People who make a living from seasonal employment often face difficult financial challenges. Typically, seasonal workers can only expect to generate income during several months of the year, yet they must find a way to stretch those funds for the full year. This is true whether you work as a tour guide at the Grand Canyon, holiday home decorator or as a migrant agricultural worker.
The fact of the matter is that Arizona law holds both parents responsible for providing support of their natural and adopted children. Generally, this obligation remains until the child’s 18th birthday, and is not dependent on your unemployment or under employment. Put simply, it will cost you something to support your child if the paternity of the child has been established and you are considered his or her parent. This is true regardless of whether you provide the primary residence for the child.
Arizona currently follows what is known as the income shares model when discussing the Arizona Child Support Guidelines. This allows family courts to consider the incomes of both parents when making determinations regarding child support.
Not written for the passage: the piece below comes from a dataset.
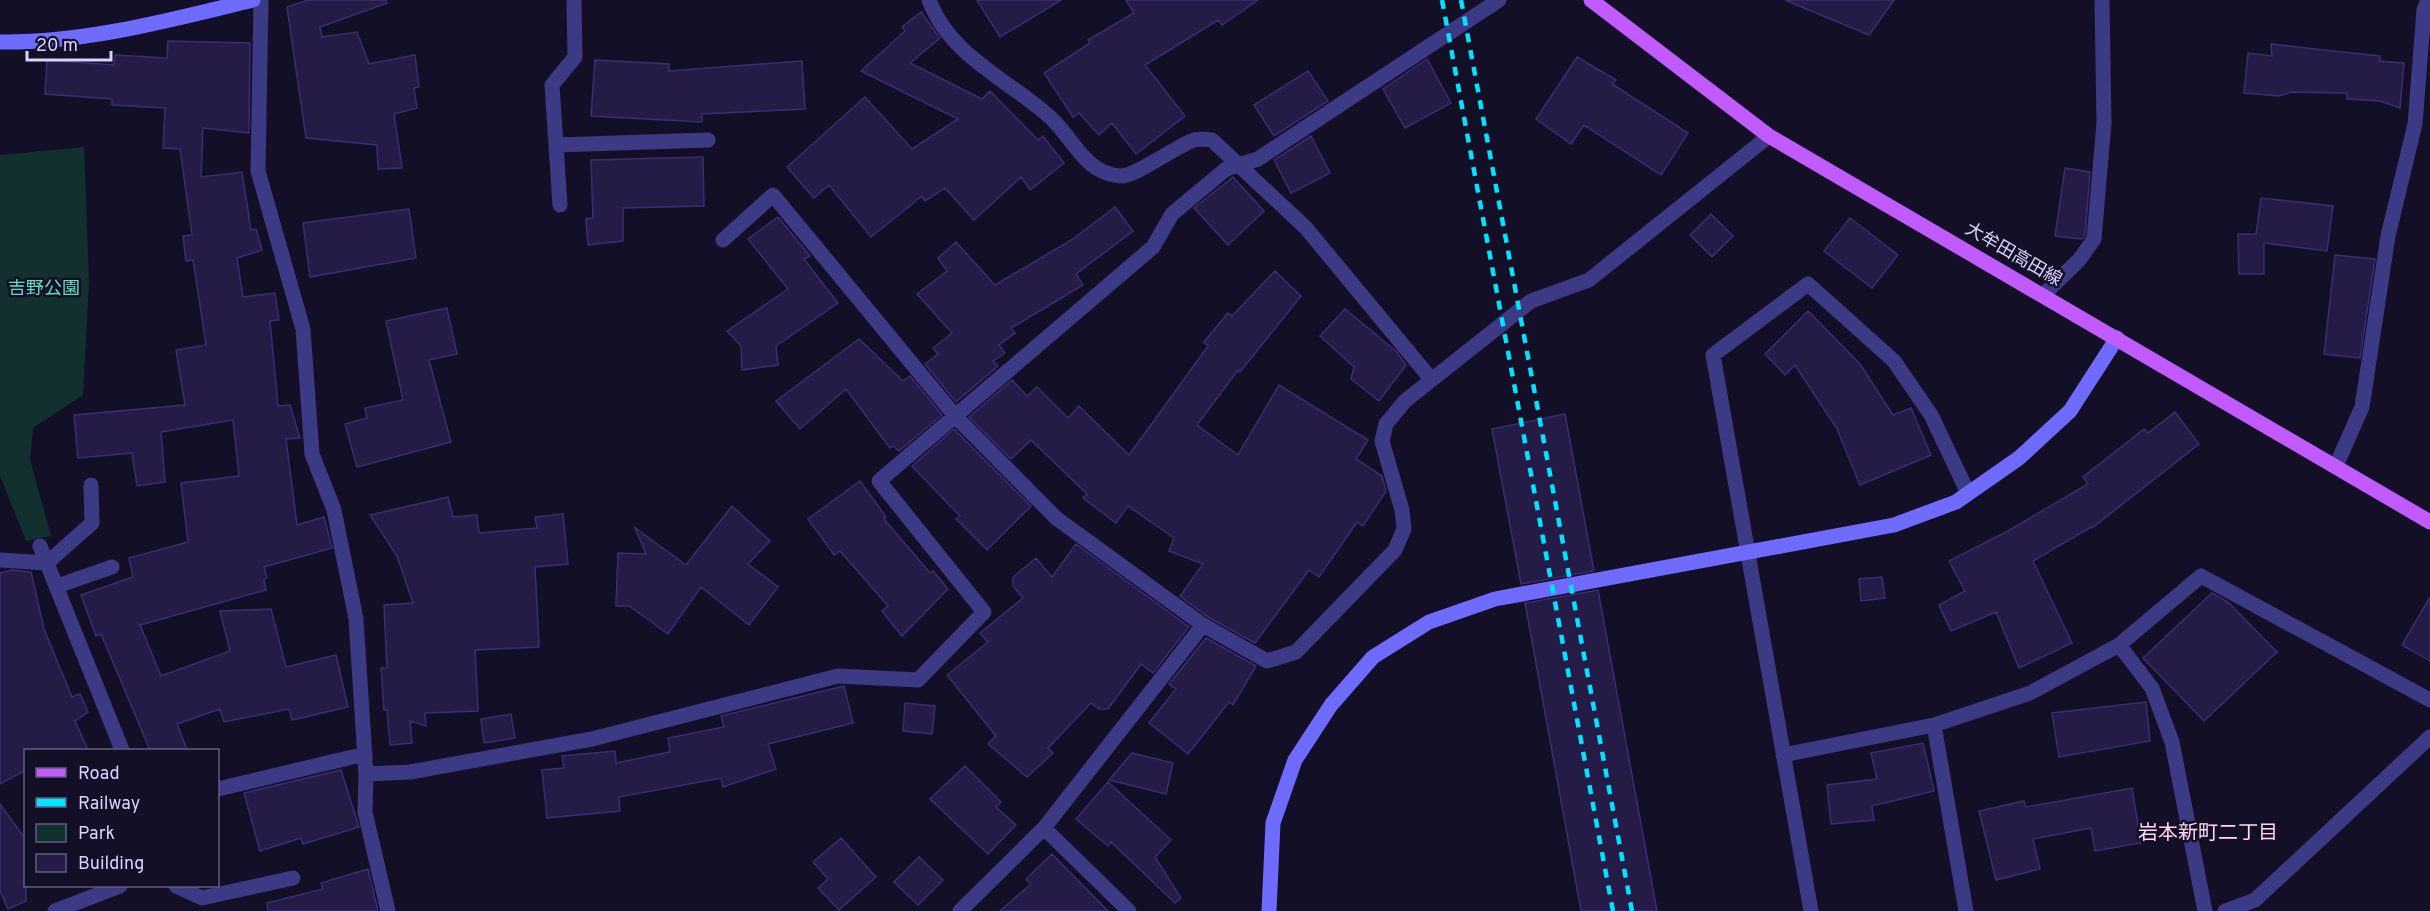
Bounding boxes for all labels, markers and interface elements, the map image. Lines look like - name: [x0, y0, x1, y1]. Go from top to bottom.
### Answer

For seasonal workers this is usually determined by attributing your child support obligation to the average income that you might make during the course of the year. So if you earn $12,000 over the course of 12 months a court might figure your monthly income at $1,000 — even if you earned that money working only four months of the entire year.
It’s important for you to also know that there are sometimes extenuating circumstances that may affect your child support obligations. For example, a disability that prevents you from maintaining your job or pursuing other employment. Additionally, you may experience a change in your child support obligation if you are currently paying both child and spousal support to a parent who remarries.
What is important to remember is that your Arizona family law attorney can represent your position to the court with regards to these changing conditions. In some circumstances, your attorney can request a modification to an existing child support order. Usually, this can occur whenever you experience substantial and ongoing changes in your life that may affect your ability to pay.